TASK MATERIAL START

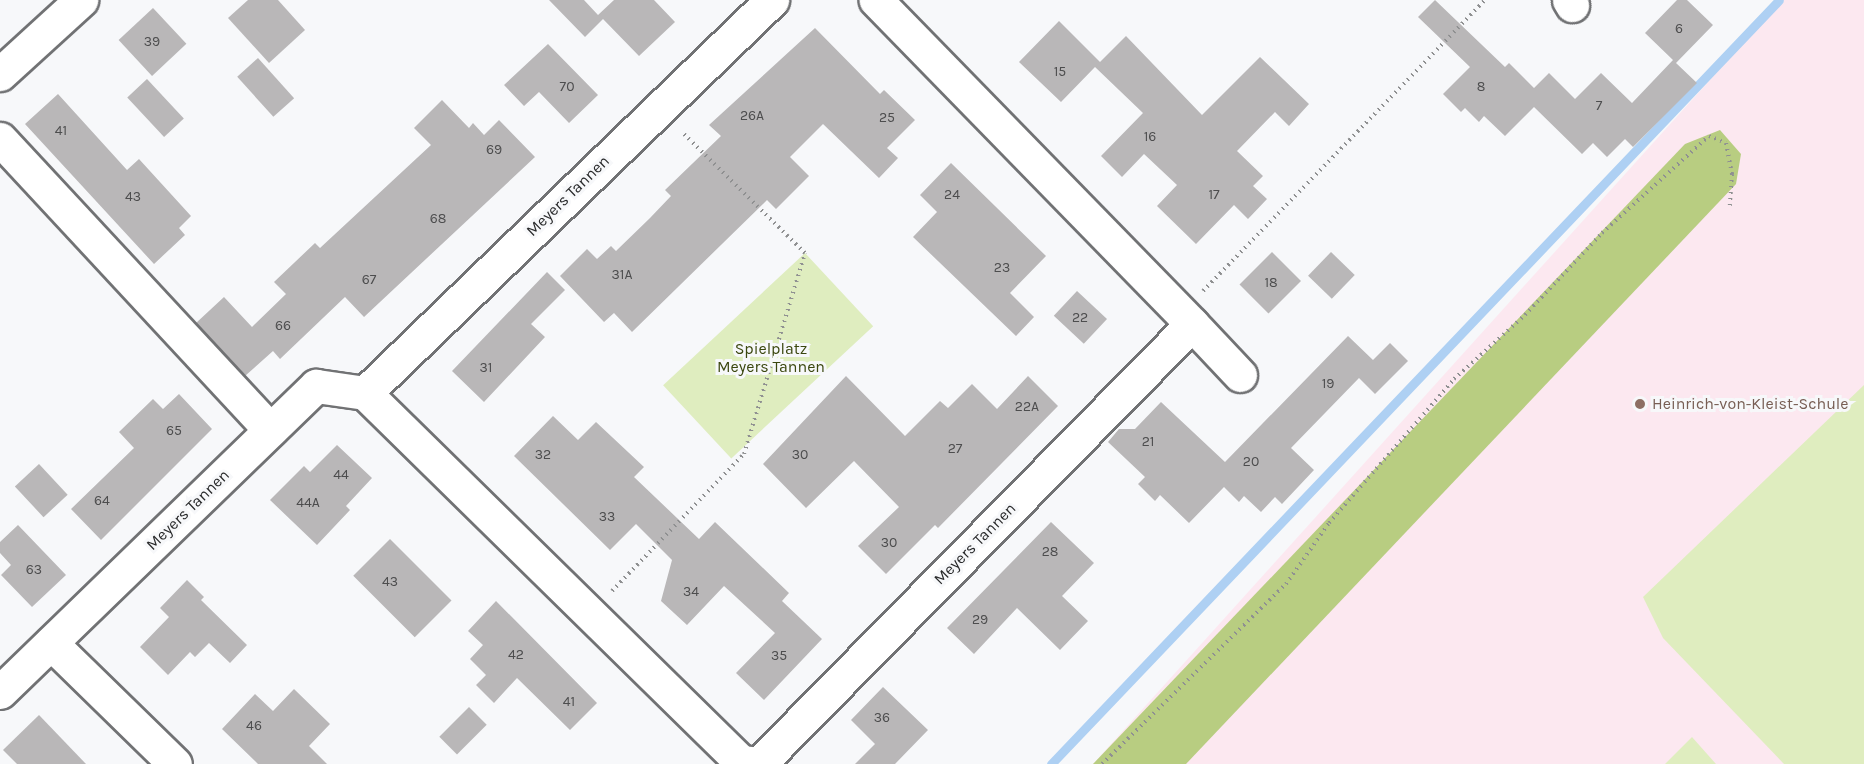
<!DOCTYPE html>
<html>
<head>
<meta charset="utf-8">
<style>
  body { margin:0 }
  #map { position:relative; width:1864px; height:764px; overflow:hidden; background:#f7f8fa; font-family:Karla,sans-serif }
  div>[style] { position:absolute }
  .education>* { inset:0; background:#fce8f0 }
  .green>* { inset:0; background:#dfedbf; transform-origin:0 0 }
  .forest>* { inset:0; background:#b8cd81 }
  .stream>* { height:9px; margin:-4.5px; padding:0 4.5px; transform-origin:4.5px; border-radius:4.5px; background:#aed0f3 }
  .building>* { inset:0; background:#b9b7b8; transform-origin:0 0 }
  .path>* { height:4px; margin-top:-2px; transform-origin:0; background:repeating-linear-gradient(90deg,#8f9091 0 1.5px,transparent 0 6px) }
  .roads { filter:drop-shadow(2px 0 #717274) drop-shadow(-2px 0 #717274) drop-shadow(0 2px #717274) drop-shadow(0 -2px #717274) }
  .minor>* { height:33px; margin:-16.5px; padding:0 16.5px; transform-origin:16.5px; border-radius:16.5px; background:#fff }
  .dots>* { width:16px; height:16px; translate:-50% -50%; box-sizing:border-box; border:3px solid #f7f8fa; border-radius:50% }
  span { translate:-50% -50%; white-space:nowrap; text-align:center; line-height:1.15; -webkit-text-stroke:6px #f7f8fa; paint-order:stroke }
  .number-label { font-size:14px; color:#4d4d4e }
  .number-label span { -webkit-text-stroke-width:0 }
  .street-label { font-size:16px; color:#292a2b }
  .park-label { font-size:16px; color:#3b470f }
  .education-label { font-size:16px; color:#785e54 }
  .left { translate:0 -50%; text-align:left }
</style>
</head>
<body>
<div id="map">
  <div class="education">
    <div style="clip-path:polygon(1782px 0,1864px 0,1864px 764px,1093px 764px)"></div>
  </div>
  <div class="green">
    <div style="left:805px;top:253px;width:100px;height:194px;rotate:47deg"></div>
    <div style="clip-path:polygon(1864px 385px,1864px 764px,1784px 764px,1663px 638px,1643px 597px)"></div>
    <div style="clip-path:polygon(1692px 737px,1716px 764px,1665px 764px)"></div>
  </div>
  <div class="forest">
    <div style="clip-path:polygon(1720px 130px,1741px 154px,1736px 184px,1186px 764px,1093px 764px,1685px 144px)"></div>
  </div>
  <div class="stream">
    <div style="left:1051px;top:764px;width:1055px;rotate:-46.38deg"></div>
  </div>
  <div class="building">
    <div style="clip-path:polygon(248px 0,278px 0,305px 30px,269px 63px,228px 18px)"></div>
    <div style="clip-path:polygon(549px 0,584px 0,598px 15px,614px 0,654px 0,675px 22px,639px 56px,603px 19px,585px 37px)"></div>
    <div style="clip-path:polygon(1435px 0,1505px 67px,1509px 63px,1534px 88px,1549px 73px,1575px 99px,1601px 73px,1632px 103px,1673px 60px,1645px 33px,1677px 0,1687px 0,1713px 25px,1676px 63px,1697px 83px,1633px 147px,1625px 139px,1607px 157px,1593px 143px,1582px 154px,1534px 107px,1505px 136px,1484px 116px,1479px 122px,1465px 108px,1461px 112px,1443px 94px,1470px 67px,1418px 17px)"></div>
    <div style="left:153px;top:8px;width:49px;height:47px;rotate:47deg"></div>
    <div style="clip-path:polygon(1059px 21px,1100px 62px,1098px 64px,1126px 36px,1202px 115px,1260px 57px,1309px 104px,1289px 126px,1275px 112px,1237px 151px,1263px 176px,1253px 186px,1267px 199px,1248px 219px,1234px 205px,1196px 244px,1157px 206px,1177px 185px,1144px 154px,1122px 177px,1101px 156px,1143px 113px,1095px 67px,1061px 102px,1019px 62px)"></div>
    <div style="clip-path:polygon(815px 28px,880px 94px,884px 90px,915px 120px,887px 148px,898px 158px,879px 178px,823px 124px,790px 157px,809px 176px,776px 209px,767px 200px,632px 332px,614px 313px,604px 322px,560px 276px,587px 249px,597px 259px,611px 246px,616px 251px,650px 218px,671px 196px,665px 190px,721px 136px,709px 125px)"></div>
    <div style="clip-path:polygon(548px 44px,598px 95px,569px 123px,539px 92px,524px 106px,504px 85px)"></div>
    <div style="left:258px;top:58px;width:54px;height:28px;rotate:48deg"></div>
    <div style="left:147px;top:79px;width:54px;height:27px;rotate:47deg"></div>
    <div style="clip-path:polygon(58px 94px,127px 170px,139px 159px,191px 216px,179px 228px,185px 235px,154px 264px,25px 124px)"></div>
    <div style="clip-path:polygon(442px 100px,469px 128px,473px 123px,484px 135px,499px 120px,535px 157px,364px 317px,345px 297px,280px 359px,273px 351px,245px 376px,196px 323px,224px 297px,252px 327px,286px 294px,274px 282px,315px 243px,320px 248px,431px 145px,414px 128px)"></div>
    <div style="clip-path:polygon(951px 163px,1046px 256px,1010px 293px,1034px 317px,1016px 336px,913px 237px,937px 212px,920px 195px)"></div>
    <div style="left:1272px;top:252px;width:41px;height:46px;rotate:45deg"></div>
    <div style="left:1331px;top:252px;width:33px;height:33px;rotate:44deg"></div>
    <div style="clip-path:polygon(547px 272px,565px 290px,531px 324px,545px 337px,484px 402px,452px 371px)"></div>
    <div style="left:1077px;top:291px;width:41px;height:34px;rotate:43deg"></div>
    <div style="clip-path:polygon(1348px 336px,1373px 360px,1390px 343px,1408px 361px,1375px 394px,1359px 378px,1291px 448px,1314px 470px,1282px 504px,1275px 497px,1261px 512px,1244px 496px,1239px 502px,1224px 487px,1189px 523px,1160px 495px,1155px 501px,1138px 484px,1145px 477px,1108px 442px,1119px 429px,1135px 429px,1161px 402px,1225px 462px)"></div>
    <div style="clip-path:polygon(846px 376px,905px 436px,940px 401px,948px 408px,972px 384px,997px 409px,1028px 376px,1058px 406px,938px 528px,935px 525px,886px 574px,858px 546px,899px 507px,854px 461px,806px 508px,763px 464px)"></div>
    <div style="clip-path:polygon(179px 394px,212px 429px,101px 540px,71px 509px,134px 448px,119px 432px,153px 399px,163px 409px)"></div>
    <div style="clip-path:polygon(553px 416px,578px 440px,596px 422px,644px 467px,634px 477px,699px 539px,715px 522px,789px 593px,782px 601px,822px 639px,764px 700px,736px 673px,775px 633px,724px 586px,687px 625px,661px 601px,672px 560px,636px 524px,610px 550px,514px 456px)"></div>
    <div style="clip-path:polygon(337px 445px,372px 478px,346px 506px,350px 510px,317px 545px,270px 500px,304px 466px,310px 472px)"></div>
    <div style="left:39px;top:464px;width:42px;height:33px;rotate:47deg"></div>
    <div style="clip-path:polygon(1051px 522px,1094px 563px,1062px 596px,1088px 621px,1060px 650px,1017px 608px,974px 654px,947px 628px)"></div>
    <div style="clip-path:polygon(18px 525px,66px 575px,32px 607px,1px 575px,11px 565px,0 553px,0 542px)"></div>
    <div style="left:390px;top:539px;width:87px;height:52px;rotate:45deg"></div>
    <div style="clip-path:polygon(187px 580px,204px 597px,201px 600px,247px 645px,230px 663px,209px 643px,195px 657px,190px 652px,168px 675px,140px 647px,169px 617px,160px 608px)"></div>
    <div style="clip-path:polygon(496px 601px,597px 703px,570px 730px,517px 678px,494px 703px,476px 685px,486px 675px,470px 659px,483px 645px,468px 631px)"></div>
    <div style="clip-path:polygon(883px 687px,928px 730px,895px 764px,855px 764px,875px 744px,851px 720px)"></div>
    <div style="clip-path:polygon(294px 689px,330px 724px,309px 746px,327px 764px,258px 764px,222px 729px,255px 694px,273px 711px)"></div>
    <div style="left:469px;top:707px;width:25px;height:42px;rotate:45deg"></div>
    <div style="clip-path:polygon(39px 715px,86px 764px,17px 764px,3px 750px)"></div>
  </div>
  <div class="path">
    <div style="left:1203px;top:291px;width:405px;rotate:-45.9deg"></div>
    <div style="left:612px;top:591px;width:190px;rotate:-46.1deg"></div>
    <div style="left:744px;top:454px;width:210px;rotate:-73.1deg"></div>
    <div style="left:805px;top:253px;width:174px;rotate:-135.5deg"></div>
    <div style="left:1102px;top:764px;width:257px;rotate:-44.4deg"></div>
    <div style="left:1286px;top:584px;width:75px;rotate:-54.8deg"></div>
    <div style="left:1329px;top:523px;width:191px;rotate:-49deg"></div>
    <div style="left:1454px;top:379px;width:96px;rotate:-42deg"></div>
    <div style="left:1525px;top:315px;width:112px;rotate:-46.8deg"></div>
    <div style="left:1602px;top:233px;width:144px;rotate:-42.2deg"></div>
    <div style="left:1709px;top:136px;width:18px;rotate:22deg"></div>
    <div style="left:1726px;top:143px;width:32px;rotate:79deg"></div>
    <div style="left:1732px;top:174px;width:32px;rotate:94deg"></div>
  </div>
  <div class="roads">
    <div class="minor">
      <div style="left:1569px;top:0;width:6px;rotate:59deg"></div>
      <div style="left:0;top:74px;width:110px;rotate:-42.4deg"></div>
      <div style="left:0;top:139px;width:397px;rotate:47.1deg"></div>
      <div style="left:1192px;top:324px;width:70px;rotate:46.7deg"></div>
      <div style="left:365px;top:393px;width:527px;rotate:44.46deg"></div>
      <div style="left:741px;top:762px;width:18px;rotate:6deg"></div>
      <div style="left:759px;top:764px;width:617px;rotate:-45.46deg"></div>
      <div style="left:1192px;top:324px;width:453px;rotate:-134.3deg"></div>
      <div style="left:51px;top:643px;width:173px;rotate:44.3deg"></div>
      <div style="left:0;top:692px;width:440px;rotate:-44.1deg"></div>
      <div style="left:316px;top:386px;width:49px;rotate:8.1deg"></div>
      <div style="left:365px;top:393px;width:566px;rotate:-44deg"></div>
    </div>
  </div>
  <div class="dots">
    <div style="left:1640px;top:404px;background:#8d6e63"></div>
  </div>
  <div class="number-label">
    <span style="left:1679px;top:29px">6</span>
    <span style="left:152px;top:42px">39</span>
    <span style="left:1060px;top:72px">15</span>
    <span style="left:567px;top:87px">70</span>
    <span style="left:1481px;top:87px">8</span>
    <span style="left:1599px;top:106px">7</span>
    <span style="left:752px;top:116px">26A</span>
    <span style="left:887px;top:118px">25</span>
    <span style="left:61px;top:131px">41</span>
    <span style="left:1150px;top:137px">16</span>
    <span style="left:494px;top:150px">69</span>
    <span style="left:952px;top:195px">24</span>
    <span style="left:1214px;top:195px">17</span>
    <span style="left:133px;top:197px">43</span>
    <span style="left:438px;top:219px">68</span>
    <span style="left:1002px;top:268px">23</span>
    <span style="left:622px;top:275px">31A</span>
    <span style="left:369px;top:280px">67</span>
    <span style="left:1271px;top:283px">18</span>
    <span style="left:1080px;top:318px">22</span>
    <span style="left:283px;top:326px">66</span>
    <span style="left:486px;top:368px">31</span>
    <span style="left:1328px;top:384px">19</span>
    <span style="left:1027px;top:407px">22A</span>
    <span style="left:174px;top:431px">65</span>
    <span style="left:1148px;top:442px">21</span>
    <span style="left:955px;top:449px">27</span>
    <span style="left:543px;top:455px">32</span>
    <span style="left:800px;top:455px">30</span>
    <span style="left:1251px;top:462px">20</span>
    <span style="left:341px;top:475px">44</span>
    <span style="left:102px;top:501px">64</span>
    <span style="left:308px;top:503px">44A</span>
    <span style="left:607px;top:517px">33</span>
    <span style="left:889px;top:543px">30</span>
    <span style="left:1050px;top:552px">28</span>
    <span style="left:34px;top:570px">63</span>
    <span style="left:390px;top:582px">43</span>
    <span style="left:691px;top:592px">34</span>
    <span style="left:980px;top:620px">29</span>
    <span style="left:516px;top:655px">42</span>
    <span style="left:779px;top:656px">35</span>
    <span style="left:569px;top:702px">41</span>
    <span style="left:882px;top:718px">36</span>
    <span style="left:254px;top:726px">46</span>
  </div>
  <div class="street-label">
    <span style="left:568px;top:196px;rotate:-44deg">Meyers Tannen</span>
    <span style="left:188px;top:510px;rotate:-44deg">Meyers Tannen</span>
    <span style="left:975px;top:544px;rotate:-45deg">Meyers Tannen</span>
  </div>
  <div class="park-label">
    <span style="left:771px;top:358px">Spielplatz<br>Meyers Tannen</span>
  </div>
  <div class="education-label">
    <span class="left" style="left:1652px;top:404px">Heinrich-von-Kleist-Schule</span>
  </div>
</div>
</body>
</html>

TASK MATERIAL END

Exactly as they appear, transcribe the lines from the top of the material above through the line with "position:relative; width:1864px; height:764px;". Omit any picture.

<!DOCTYPE html>
<html>
<head>
<meta charset="utf-8">
<style>
  body { margin:0 }
  #map { position:relative; width:1864px; height:764px; overflow:hidden; background:#f7f8fa; font-family:Karla,sans-serif }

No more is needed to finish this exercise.